Problem to work on = Report the number of lines in these entries that contain "display". Write only the number.

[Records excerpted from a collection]
Content starts

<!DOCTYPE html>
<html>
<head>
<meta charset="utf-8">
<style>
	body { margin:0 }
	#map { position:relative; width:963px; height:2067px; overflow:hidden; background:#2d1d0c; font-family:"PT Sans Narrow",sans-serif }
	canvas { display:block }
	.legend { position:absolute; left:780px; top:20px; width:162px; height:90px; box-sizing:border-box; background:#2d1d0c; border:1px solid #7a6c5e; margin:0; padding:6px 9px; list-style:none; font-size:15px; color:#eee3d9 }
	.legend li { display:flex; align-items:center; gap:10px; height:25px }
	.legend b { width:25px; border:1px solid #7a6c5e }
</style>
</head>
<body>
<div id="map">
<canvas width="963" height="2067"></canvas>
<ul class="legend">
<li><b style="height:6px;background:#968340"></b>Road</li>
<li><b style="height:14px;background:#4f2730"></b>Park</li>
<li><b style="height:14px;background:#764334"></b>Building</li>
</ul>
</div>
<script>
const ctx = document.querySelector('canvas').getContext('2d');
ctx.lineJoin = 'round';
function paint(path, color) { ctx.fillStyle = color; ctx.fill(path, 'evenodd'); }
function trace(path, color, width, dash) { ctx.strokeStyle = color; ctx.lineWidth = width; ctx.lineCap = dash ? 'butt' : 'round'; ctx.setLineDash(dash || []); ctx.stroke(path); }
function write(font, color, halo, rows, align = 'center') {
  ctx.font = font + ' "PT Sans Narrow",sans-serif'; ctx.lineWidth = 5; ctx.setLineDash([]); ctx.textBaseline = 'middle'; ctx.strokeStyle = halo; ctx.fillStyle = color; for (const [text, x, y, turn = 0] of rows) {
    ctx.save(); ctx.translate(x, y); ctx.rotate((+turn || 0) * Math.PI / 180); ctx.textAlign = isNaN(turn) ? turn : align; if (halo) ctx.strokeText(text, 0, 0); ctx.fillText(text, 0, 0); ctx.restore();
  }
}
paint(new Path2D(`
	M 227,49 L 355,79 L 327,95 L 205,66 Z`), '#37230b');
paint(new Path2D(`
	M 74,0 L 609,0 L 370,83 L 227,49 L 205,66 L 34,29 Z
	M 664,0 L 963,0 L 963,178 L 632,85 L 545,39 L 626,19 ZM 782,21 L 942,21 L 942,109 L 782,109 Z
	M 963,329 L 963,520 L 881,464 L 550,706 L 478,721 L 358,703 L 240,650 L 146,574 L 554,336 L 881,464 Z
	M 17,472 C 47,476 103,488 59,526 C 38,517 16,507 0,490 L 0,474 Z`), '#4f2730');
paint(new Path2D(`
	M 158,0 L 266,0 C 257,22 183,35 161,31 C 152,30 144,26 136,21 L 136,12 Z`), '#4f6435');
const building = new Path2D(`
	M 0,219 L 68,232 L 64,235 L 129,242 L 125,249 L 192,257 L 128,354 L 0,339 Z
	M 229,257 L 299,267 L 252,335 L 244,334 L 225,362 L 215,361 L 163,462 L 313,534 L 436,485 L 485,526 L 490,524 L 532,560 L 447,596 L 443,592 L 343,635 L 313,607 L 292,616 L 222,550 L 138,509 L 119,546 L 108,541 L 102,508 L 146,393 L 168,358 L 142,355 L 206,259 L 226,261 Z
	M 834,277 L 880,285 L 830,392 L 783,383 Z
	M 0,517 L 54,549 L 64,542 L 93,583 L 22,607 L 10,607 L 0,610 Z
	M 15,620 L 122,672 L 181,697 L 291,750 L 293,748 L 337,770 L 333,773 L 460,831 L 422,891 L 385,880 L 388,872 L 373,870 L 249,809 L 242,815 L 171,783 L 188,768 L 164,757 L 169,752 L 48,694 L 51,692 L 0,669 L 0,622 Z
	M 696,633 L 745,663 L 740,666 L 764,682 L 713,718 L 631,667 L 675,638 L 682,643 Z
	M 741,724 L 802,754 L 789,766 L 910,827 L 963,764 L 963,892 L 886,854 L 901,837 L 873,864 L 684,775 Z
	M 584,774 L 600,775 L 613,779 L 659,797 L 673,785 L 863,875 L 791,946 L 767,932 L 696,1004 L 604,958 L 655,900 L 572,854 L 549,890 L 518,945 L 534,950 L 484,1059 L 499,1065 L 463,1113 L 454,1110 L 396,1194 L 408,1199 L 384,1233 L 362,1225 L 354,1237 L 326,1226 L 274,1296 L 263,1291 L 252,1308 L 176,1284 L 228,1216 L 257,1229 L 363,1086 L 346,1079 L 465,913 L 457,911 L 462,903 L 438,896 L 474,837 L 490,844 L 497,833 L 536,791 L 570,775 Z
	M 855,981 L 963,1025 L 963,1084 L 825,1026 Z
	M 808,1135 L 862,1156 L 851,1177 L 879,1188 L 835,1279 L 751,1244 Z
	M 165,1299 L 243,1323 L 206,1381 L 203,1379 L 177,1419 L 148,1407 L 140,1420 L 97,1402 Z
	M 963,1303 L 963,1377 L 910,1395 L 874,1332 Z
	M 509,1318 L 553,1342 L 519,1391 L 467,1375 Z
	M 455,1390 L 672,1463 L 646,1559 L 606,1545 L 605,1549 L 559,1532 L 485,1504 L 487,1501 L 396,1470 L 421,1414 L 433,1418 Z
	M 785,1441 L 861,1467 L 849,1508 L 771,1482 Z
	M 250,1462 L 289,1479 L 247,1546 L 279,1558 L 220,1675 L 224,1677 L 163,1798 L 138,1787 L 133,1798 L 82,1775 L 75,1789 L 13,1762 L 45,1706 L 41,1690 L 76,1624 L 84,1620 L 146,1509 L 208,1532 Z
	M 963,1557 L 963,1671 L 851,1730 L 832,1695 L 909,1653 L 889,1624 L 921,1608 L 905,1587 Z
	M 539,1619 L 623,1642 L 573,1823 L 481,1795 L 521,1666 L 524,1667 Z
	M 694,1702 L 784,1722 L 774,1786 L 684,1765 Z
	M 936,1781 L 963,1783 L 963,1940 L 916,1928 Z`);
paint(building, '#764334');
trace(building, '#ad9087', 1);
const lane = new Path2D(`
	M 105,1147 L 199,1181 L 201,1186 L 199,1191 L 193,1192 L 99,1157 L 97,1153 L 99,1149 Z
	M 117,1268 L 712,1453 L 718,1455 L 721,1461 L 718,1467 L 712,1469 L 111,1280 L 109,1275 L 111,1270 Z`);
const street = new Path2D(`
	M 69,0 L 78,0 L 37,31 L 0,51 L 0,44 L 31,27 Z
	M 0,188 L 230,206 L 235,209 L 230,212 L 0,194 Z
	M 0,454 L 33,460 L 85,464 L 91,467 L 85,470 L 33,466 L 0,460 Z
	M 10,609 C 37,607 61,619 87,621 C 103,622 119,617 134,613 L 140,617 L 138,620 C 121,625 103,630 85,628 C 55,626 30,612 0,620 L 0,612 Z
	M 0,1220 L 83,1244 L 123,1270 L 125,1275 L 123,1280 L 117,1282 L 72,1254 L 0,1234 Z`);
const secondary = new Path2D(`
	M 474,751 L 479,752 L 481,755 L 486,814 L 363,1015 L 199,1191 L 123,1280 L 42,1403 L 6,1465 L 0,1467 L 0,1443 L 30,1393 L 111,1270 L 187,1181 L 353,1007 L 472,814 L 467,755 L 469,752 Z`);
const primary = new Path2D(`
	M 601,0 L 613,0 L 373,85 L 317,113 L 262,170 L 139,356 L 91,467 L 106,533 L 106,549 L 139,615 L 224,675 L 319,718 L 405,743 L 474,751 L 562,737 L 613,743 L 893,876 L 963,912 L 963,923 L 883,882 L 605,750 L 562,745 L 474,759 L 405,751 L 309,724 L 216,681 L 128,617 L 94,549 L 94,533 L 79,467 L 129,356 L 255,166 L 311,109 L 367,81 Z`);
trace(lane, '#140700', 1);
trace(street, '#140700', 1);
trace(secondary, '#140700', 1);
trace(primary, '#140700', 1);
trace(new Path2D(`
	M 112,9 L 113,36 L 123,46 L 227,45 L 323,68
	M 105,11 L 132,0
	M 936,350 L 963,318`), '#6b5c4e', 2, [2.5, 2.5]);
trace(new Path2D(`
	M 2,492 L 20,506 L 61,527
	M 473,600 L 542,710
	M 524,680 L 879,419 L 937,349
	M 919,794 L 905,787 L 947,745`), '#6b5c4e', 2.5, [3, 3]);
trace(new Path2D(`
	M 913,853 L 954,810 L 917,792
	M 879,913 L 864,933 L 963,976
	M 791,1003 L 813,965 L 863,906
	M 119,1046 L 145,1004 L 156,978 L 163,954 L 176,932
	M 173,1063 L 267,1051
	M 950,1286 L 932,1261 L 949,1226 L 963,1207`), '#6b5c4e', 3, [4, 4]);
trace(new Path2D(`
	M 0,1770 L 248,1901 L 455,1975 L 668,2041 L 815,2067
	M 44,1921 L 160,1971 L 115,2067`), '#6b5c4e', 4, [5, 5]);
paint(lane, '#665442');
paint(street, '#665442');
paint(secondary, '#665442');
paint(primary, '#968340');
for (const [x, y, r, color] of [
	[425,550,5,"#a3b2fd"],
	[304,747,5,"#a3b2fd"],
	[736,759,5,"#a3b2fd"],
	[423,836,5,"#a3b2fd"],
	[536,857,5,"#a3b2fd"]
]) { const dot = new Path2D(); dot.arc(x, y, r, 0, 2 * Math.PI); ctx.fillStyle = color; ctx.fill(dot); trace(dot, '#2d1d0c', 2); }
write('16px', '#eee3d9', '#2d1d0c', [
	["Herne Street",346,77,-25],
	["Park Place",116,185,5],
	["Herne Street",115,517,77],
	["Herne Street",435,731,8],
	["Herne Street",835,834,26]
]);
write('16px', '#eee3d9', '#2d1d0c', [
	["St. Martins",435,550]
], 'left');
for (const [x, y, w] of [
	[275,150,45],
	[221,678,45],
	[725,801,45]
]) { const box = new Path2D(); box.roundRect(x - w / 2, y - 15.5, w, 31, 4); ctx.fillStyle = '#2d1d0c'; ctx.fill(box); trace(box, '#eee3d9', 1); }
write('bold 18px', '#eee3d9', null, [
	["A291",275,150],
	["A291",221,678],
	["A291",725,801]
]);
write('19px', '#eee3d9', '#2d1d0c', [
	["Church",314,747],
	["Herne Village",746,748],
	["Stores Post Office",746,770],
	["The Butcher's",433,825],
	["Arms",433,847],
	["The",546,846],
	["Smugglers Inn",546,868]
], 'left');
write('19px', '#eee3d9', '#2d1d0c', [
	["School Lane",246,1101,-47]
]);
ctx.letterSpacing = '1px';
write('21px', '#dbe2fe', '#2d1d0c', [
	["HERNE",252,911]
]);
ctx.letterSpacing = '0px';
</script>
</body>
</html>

Content ends

Completed exercise = 2